At its core, this app is a web-scraping app. We set our app up so that after scraping a variety of several websites and thinking up a couple of "skills" on our own, we created a comprehensive list long enough to last a person through corona-time (2-3 months), the app randomly suggests some possible skills to learn every day. Once we did this, using a separate python flask, we created a web-scraping algorithm that would scour the web for the most relevant information and resources to learn any given task within seconds! We scraped from a couple of web browsers, such as Bing and Yahoo, and we ran cross-verifications and checks to ensure that these results were consistently relevant. We made an API interface between our application and this server, hosting the server on a local network for the time being, but we plan on pushing it into the cloud so that it can be accessible from anywhere.

Within the app itself, using Youtube's API and a TON of keyword tweaking, we set up a similar algorithm that would return Youtube's most relevant results in our final display. To store all of our user data, we used firebase cloud firestore, and we used firebase storage to store all the images on our network. We structured our app's backend as that of a social media app, with all of the typical capabilities of posting, viewing a feed, and sharing, with an extra element of competition between friends. For our UI, we used Flutter, a cross-platform application development platform, but we had heavy usage of tools like Adobe XD and wire-framing tools to ensure that we got that perfect clean look in our displays.

Our feelings towards async loops

Challenges I ran into

The web-scraper was by far the most challenging part. Since most browsers and search engines are javascript enabled, it's very difficult to web-scrape off of them. We needed to simulate being an actual user (we ended up using selenium) when running our searches to actually get data, which we didn't realize until having put way too much time into faulty fixes.

Sad but true

Since our app is overridden with tons of async programming, we had a really tough time making sure that everything in our async loop worked as intended in the correct order. We spent over half an hour on a single line of code before realizing we were missing an async keyword in one spot which was why our entire leaderboard page wasn't calculating correct.

Accomplishments that we're proud of

We're pretty proud of creating our own API with our web-scraping algorithms, and being able to successfully connect it to the app. All of the work that went into getting everything to work smoothly was definitely worth it. We're also super proud of our UI, which we believe is the best UI any of us has ever made. Most of all we're proud that we were able to finish the app with time to spare, and that every single aspect of the app (that we could think of) ended up being more or less functional at the end.

What we learned

What we learned

We had 2 novices on our team who were just getting started with app development. Despite this they worked together and seriously contributed to the UI. They were even able to make some contributions to the backend and the more complex parts of the code! Otherwise, in general our team learned so much.

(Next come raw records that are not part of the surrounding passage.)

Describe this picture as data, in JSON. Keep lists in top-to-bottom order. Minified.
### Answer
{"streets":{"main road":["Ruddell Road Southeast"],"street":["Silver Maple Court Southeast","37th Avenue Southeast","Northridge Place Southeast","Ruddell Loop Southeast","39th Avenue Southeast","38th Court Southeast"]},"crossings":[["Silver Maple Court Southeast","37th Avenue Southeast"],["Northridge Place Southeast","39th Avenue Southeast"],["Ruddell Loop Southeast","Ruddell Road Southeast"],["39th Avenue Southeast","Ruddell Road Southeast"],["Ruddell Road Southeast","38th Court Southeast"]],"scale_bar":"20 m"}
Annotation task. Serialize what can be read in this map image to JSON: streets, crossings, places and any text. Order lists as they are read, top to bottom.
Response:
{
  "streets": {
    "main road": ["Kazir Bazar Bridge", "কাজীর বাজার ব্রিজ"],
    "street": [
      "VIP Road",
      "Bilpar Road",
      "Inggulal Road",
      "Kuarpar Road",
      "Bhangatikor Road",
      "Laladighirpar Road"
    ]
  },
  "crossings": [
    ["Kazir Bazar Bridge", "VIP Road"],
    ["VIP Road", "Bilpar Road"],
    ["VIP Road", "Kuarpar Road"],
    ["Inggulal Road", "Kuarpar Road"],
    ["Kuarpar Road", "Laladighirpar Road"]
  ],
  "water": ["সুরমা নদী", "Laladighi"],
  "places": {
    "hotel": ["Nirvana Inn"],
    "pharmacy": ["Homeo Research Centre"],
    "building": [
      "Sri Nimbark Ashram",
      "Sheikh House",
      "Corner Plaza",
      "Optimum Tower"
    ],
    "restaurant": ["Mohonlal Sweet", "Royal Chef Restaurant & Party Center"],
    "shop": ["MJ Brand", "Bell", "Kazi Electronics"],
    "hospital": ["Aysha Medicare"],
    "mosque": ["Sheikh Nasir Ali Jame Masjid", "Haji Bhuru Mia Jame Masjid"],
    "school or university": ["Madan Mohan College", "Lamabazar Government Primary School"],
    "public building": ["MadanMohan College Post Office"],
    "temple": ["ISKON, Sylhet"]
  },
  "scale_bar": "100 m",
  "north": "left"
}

We learned how to use the YouTube API, how to make more effective web-scrapers with human simulation via selenium, and how to use firebase storage to make a photo-sharing app.

What's next for SkillQuest

Although this app was created to help allieviate boredom during the COVID-19 pandemic, SkillQuest doesn't have to end after the pandemic. Our hopes are to continue developing this app, even after the hackathon, so that users everywhere can continue to explore skills and hobbies.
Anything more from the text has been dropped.